• _Work required_:
In the records below, find every line with the word "Building" and copy it.

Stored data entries
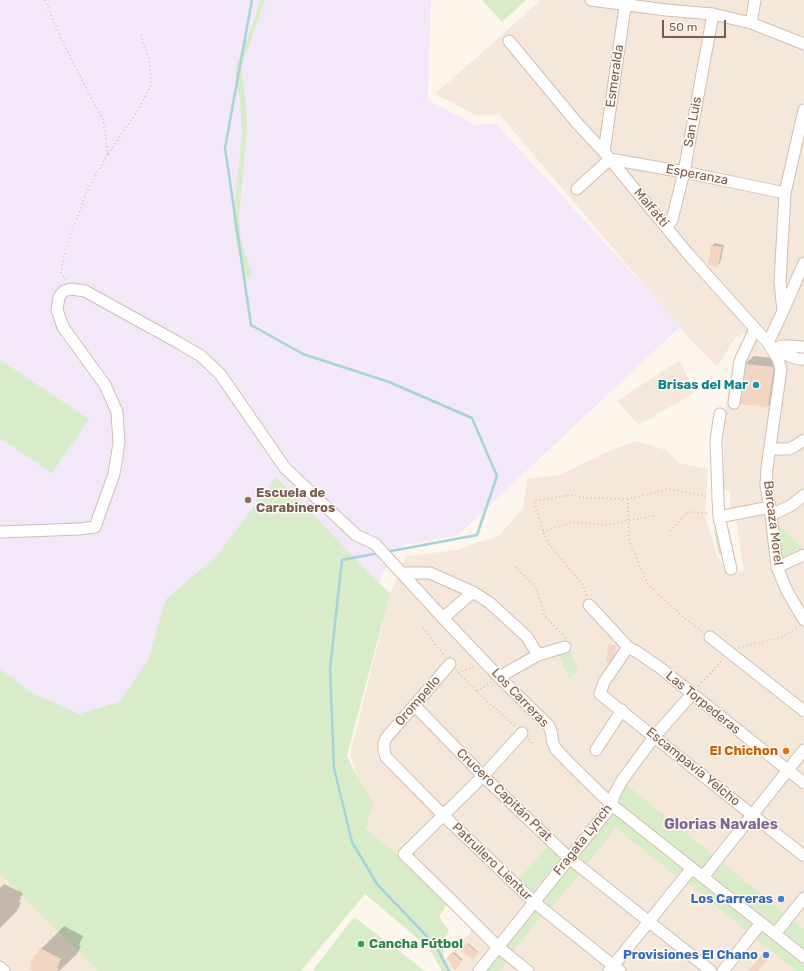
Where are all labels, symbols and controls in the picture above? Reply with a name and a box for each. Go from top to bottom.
scale bar [664,12,728,38]
text: 50 m [669,20,697,34]
street label: Esmeralda [603,44,627,108]
street label: San Luis [681,96,705,148]
street label: Esperanza [664,161,730,189]
street label: Malfatti [630,185,672,231]
place label: Brisas del Mar [658,377,748,393]
marker: Brisas del Mar [751,380,761,390]
street label: Barcaza Morel [760,480,786,566]
place label: Escuela de Carabineros [256,485,335,516]
marker: Escuela de Carabineros [243,495,253,505]
street label: Los Carreras [488,665,552,731]
street label: Las Torpederas [662,668,744,738]
street label: Orompello [392,673,444,729]
street label: Escampavía Yelcho [643,724,743,810]
place label: El Chichon [709,743,778,759]
street label: Crucero Capitán Prat [453,745,555,845]
marker: El Chichon [781,746,791,756]
street label: Fragata Lynch [550,801,616,879]
district label: Glorias Navales [664,816,778,834]
street label: Patrullero Lientur [449,820,535,904]
place label: Los Carreras [690,891,773,907]
marker: Los Carreras [776,894,786,904]
place label: Cancha Fútbol [369,936,463,952]
marker: Cancha Fútbol [356,939,366,949]
place label: Provisiones El Chano [623,947,758,963]
marker: Provisiones El Chano [761,950,771,960]

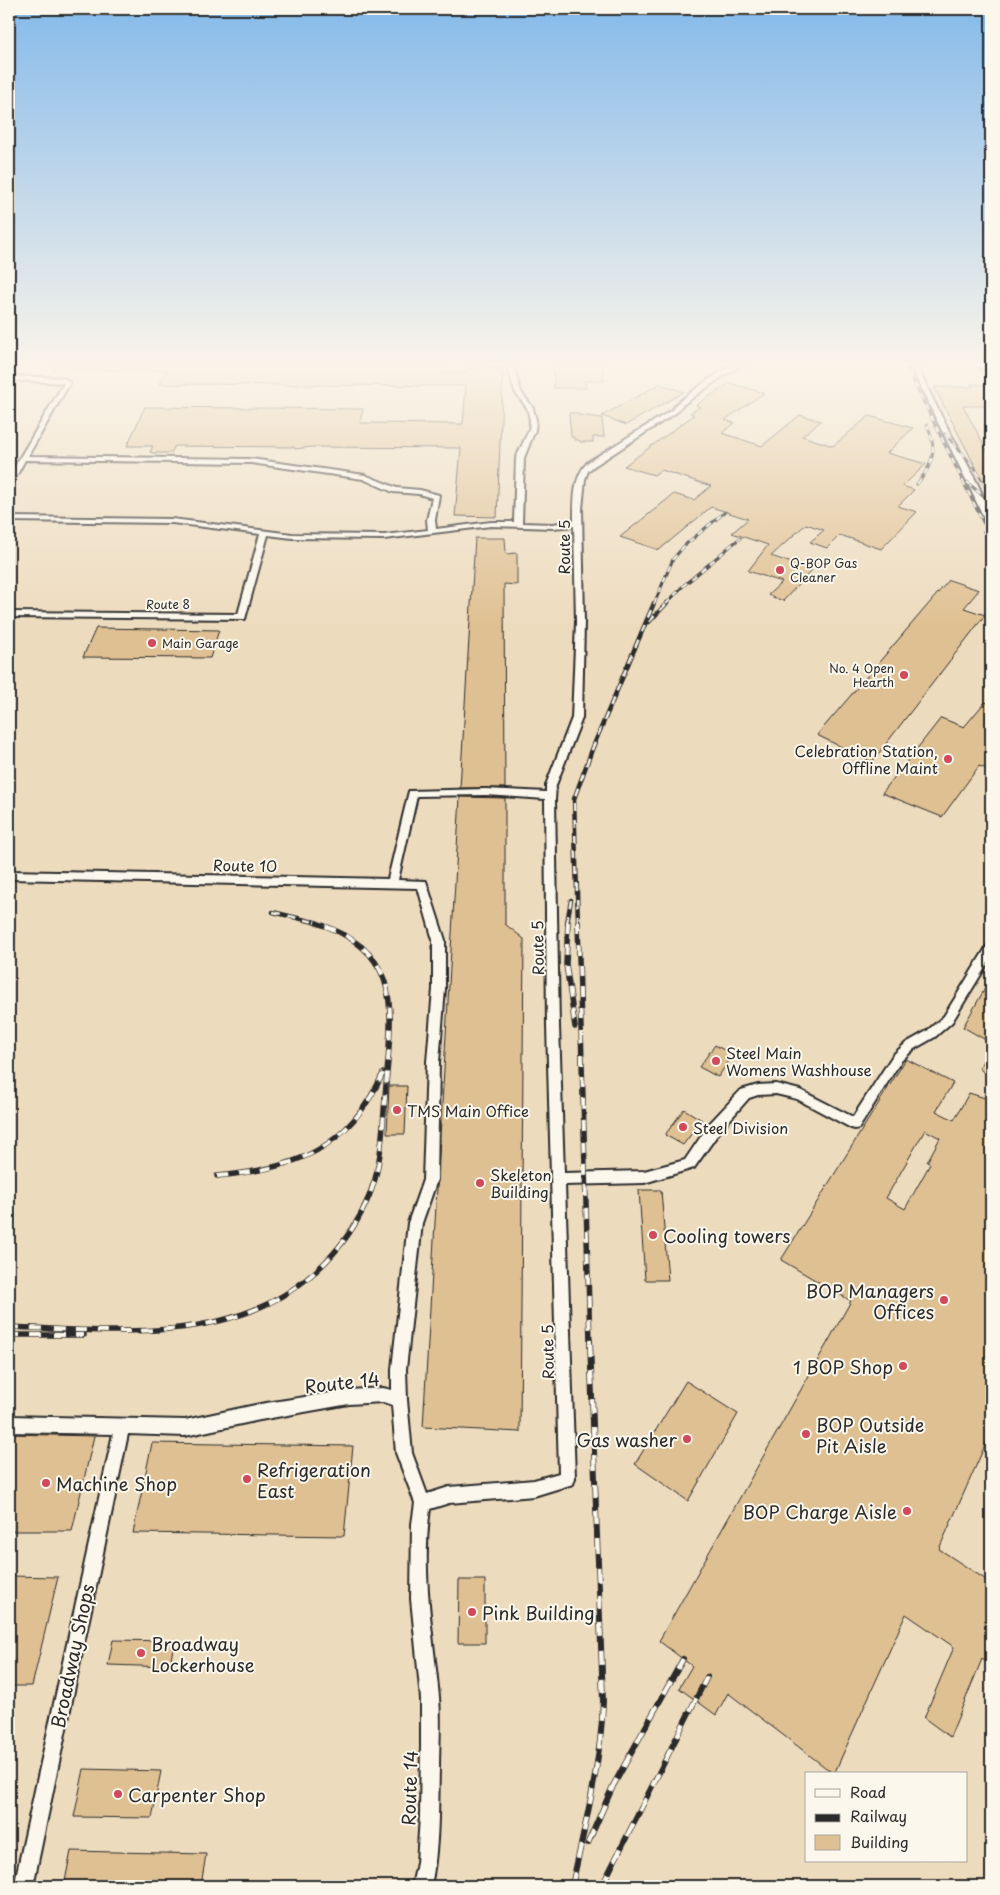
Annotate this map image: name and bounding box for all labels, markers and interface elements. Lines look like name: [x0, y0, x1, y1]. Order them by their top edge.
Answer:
street label: Route 5: [552, 520, 575, 574]
place label: Q-BOP Gas Cleaner: [790, 554, 858, 586]
marker: Q-BOP Gas Cleaner: [774, 564, 786, 576]
street label: Route 8: [146, 595, 190, 613]
place label: Main Garage: [162, 634, 239, 652]
marker: Main Garage: [146, 637, 158, 649]
place label: No. 4 Open Hearth: [829, 659, 894, 691]
marker: No. 4 Open Hearth: [898, 669, 910, 681]
place label: Celebration Station, Offline Maint: [795, 739, 938, 779]
marker: Celebration Station, Offline Maint: [942, 753, 954, 765]
street label: Route 10: [213, 853, 277, 877]
street label: Route 5: [525, 920, 549, 976]
place label: Steel Main Womens Washhouse: [726, 1041, 872, 1081]
marker: Steel Main Womens Washhouse: [710, 1055, 722, 1067]
place label: TMS Main Office: [407, 1099, 529, 1122]
marker: TMS Main Office: [391, 1104, 403, 1116]
place label: Steel Division: [693, 1116, 788, 1139]
marker: Steel Division: [677, 1121, 689, 1133]
place label: Skeleton Building: [490, 1163, 552, 1203]
marker: Skeleton Building: [474, 1177, 486, 1189]
place label: Cooling towers: [663, 1222, 791, 1249]
marker: Cooling towers: [647, 1229, 659, 1241]
place label: BOP Managers Offices: [806, 1277, 934, 1325]
marker: BOP Managers Offices: [938, 1294, 950, 1306]
street label: Route 5: [535, 1324, 559, 1380]
place label: 1 BOP Shop: [793, 1353, 893, 1380]
marker: 1 BOP Shop: [897, 1360, 909, 1372]
street label: Route 14: [303, 1365, 381, 1399]
place label: BOP Outside Pit Aisle: [816, 1411, 924, 1459]
place label: Gas washer: [576, 1426, 678, 1453]
marker: BOP Outside Pit Aisle: [800, 1428, 812, 1440]
marker: Gas washer: [681, 1433, 693, 1445]
place label: Refrigeration East: [257, 1456, 371, 1504]
place label: Machine Shop: [56, 1470, 177, 1497]
marker: Refrigeration East: [241, 1473, 253, 1485]
marker: Machine Shop: [40, 1477, 52, 1489]
place label: BOP Charge Aisle: [742, 1498, 897, 1525]
marker: BOP Charge Aisle: [901, 1505, 913, 1517]
street label: Broadway Shops: [44, 1581, 100, 1731]
place label: Pink Building: [482, 1599, 595, 1626]
marker: Pink Building: [466, 1606, 478, 1618]
place label: Broadway Lockerhouse: [151, 1630, 255, 1678]
marker: Broadway Lockerhouse: [135, 1647, 147, 1659]
street label: Route 14: [394, 1750, 424, 1826]
legend: [805, 1772, 968, 1862]
text: Road: [850, 1780, 886, 1803]
place label: Carpenter Shop: [128, 1781, 266, 1808]
marker: Carpenter Shop: [112, 1788, 124, 1800]
text: Railway: [850, 1804, 907, 1827]
text: Building: [850, 1830, 909, 1853]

• _Expected output_:
place label: Skeleton Building: [490, 1163, 552, 1203]
marker: Skeleton Building: [474, 1177, 486, 1189]
place label: Pink Building: [482, 1599, 595, 1626]
marker: Pink Building: [466, 1606, 478, 1618]
text: Building: [850, 1830, 909, 1853]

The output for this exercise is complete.